■ Supplied data ■
┄┄┄┄┄┄┄┄┄┄
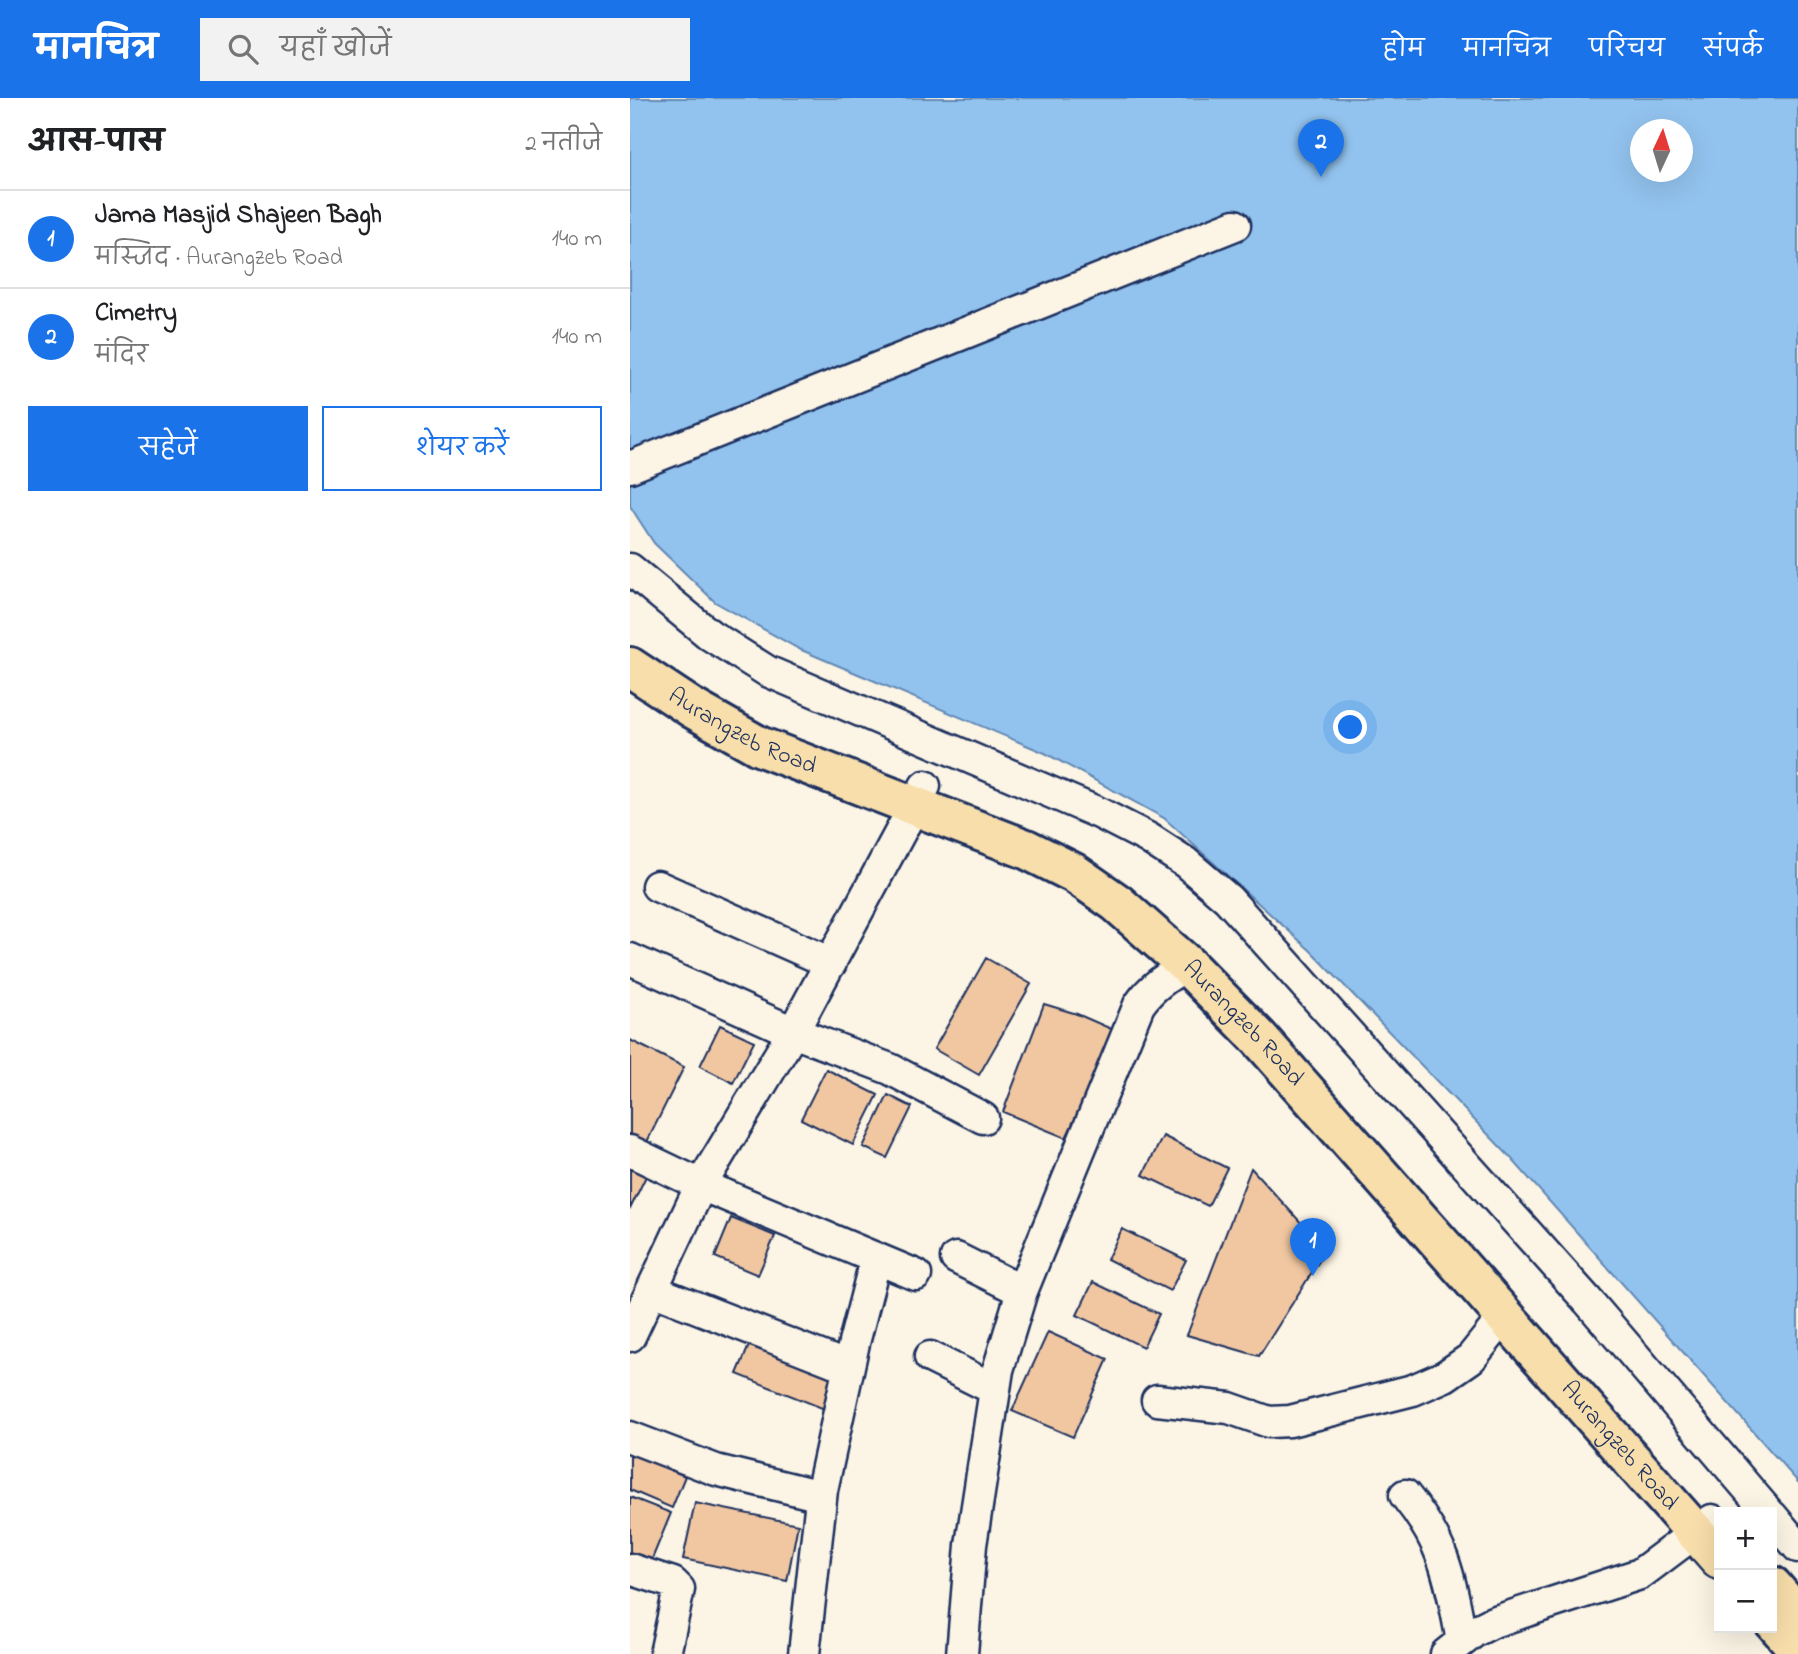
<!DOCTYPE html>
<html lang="hi">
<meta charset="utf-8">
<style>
body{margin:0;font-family:"Indie Flower","Playpen Sans Deva",sans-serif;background:#f2f2f2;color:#202124}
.controls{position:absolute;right:21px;bottom:21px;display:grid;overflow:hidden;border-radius:0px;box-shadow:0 7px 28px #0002}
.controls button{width:63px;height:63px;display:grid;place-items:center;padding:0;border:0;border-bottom:2px solid #e0e0e0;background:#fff;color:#202124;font:35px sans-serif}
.compass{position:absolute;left:1000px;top:21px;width:63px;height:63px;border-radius:50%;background:#fff;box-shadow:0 7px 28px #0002;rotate:4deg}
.you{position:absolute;left:721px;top:630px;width:24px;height:24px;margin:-18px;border:5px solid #fff;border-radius:50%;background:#1a73e8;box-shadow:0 0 0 10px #1a73e833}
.badge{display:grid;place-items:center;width:46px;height:46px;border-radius:50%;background:#1a73e8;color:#fff;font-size:23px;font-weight:700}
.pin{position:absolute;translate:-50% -58px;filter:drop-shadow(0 2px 4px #0008)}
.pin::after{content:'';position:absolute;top:37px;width:24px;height:21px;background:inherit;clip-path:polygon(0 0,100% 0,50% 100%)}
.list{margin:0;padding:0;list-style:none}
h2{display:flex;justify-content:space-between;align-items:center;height:91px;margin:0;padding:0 28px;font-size:30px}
h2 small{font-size:23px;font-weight:400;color:#757577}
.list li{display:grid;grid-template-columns:46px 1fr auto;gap:21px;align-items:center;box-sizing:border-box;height:98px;padding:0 28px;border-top:2px solid #e0e0e0}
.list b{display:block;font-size:26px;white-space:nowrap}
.list p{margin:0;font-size:23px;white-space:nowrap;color:#757577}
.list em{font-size:23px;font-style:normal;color:#757577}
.actions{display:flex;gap:14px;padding:21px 28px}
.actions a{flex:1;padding:16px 0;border:2px solid #1a73e8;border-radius:0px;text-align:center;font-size:24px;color:#1a73e8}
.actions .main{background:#1a73e8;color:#fff}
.icon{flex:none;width:38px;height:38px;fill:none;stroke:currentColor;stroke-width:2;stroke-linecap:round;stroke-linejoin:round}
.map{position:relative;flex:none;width:1168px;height:1556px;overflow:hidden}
header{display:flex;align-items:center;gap:42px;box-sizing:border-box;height:98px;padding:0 35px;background:#1a73e8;color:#fff}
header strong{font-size:33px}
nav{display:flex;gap:38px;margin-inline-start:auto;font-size:24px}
.search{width:490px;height:63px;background:#f2f2f2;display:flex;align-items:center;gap:18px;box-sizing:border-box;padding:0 24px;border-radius:0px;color:#757577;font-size:26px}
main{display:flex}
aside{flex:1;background:#fff}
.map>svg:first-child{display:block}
</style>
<header>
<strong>मानचित्र</strong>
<div class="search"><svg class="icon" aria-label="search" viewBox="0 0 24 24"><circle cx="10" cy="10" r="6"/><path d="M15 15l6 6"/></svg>यहाँ खोजें</div>
<nav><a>होम</a><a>मानचित्र</a><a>परिचय</a><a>संपर्क</a></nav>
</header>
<main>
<aside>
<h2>आस-पास<small>2 नतीजे</small></h2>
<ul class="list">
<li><span class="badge">1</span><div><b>Jama Masjid Shajeen Bagh</b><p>मस्जिद · Aurangzeb Road</p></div><em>140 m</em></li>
<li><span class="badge">2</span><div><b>Cimetry</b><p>मंदिर</p></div><em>140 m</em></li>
</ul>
<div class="actions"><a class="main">सहेजें</a><a>शेयर करें</a></div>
</aside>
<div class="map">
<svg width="1168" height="1556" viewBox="0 0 1168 1556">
<rect width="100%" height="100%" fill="#fcf5e5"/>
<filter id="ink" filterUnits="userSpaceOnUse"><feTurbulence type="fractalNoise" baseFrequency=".0143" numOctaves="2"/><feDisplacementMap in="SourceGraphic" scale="14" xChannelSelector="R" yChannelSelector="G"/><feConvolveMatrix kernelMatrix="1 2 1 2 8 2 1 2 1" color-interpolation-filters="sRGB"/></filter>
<g filter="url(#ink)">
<!-- water -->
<path fill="#92c3ee" stroke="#6288b4" stroke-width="2" fill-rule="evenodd" d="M0,0H1168V1384L881,1060L681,853L534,720L415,655L169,551L85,504L24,445L0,408ZM1010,32H1052V74H1010Z"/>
<!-- building -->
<path fill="#f1c7a1" stroke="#1b2f5e" stroke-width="2" d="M356,860L401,886L349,977L304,951Z
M414,906L447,916L486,933L436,1040L373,1014Z
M90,927L124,943L103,985L70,968Z
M0,942L54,969L16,1046L0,1038Z
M196,971L248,997L223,1047L171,1021Z
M258,997L282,1009L257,1060L233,1049Z
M533,1038L597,1070L578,1108L513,1077Z
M0,1060L20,1070L0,1111Z
M621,1070L696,1152L629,1258L557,1237Z
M101,1120L145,1138L128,1177L85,1159Z
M492,1131L556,1162L540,1193L477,1161Z
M463,1184L529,1216L513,1249L447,1217Z
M418,1234L478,1261L443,1339L382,1313Z
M123,1238L212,1273L197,1312L107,1276Z
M0,1355L55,1378L42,1410L0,1392Z
M0,1399L41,1415L20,1466L0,1458Z
M65,1405L168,1426L157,1483L53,1461Z"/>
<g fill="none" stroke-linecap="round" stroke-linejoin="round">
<!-- minor casing -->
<g stroke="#1b2f5e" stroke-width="35">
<path id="minor" d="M0,369L605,127
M0,471L80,537L137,573L469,715L518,740L555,764L598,801L958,1203L1138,1414
M27,788L201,865
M0,861L163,934L260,971L353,1020
M0,1053L71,1087L286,1177
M326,1160L392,1193
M22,1192L218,1269
M0,1238L71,1087L163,934L295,688
M300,1259L364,1291
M527,1302L599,1310L639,1324L660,1323L783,1292L815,1278L841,1260L874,1219
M0,1339L86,1372L191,1398
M775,1397C816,1447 820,1481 832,1543
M1142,1418L1168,1449
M0,1471L43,1485L49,1491L35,1556
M174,1556L192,1392L224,1245L246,1160
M332,1556L341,1447L368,1272L392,1193L509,907C522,888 537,879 557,867
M816,1556L845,1533L863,1524L1010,1476L1082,1422"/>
</g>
<!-- major casing -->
<g stroke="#1b2f5e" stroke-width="44">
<g id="major">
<path id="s1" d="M0,569L62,610L129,648L396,751L444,775L487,805L557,867L629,940L1089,1461"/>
<path d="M1142,1488L1168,1518"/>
<path d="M1142,1521L1168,1551"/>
</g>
</g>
<!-- minor -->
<use href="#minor" stroke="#fcf5e5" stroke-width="30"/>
<!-- major -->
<use href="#major" stroke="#f8deab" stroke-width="38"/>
</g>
</g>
<g text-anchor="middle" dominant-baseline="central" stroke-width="6" stroke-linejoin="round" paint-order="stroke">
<!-- street labels -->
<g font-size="24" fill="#1b2f5e" stroke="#fcf5e5">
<text stroke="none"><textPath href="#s1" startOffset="130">Aurangzeb Road</textPath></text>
<text stroke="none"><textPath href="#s1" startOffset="718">Aurangzeb Road</textPath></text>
<text stroke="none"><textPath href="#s1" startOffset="1284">Aurangzeb Road</textPath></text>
</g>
</g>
</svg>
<div class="controls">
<button>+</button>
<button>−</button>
</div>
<svg class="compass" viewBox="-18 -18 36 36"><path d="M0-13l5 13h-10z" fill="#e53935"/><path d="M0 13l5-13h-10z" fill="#757577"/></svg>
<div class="you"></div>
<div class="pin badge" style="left:683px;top:1178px">1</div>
<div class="pin badge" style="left:691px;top:79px">2</div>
</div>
</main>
┄┄┄┄┄┄┄┄┄┄
■ What this task involves ■
Display each line of the data where "nowrap" occurs.

■ Expected output ■
.list b{display:block;font-size:26px;white-space:nowrap}
.list p{margin:0;font-size:23px;white-space:nowrap;color:#757577}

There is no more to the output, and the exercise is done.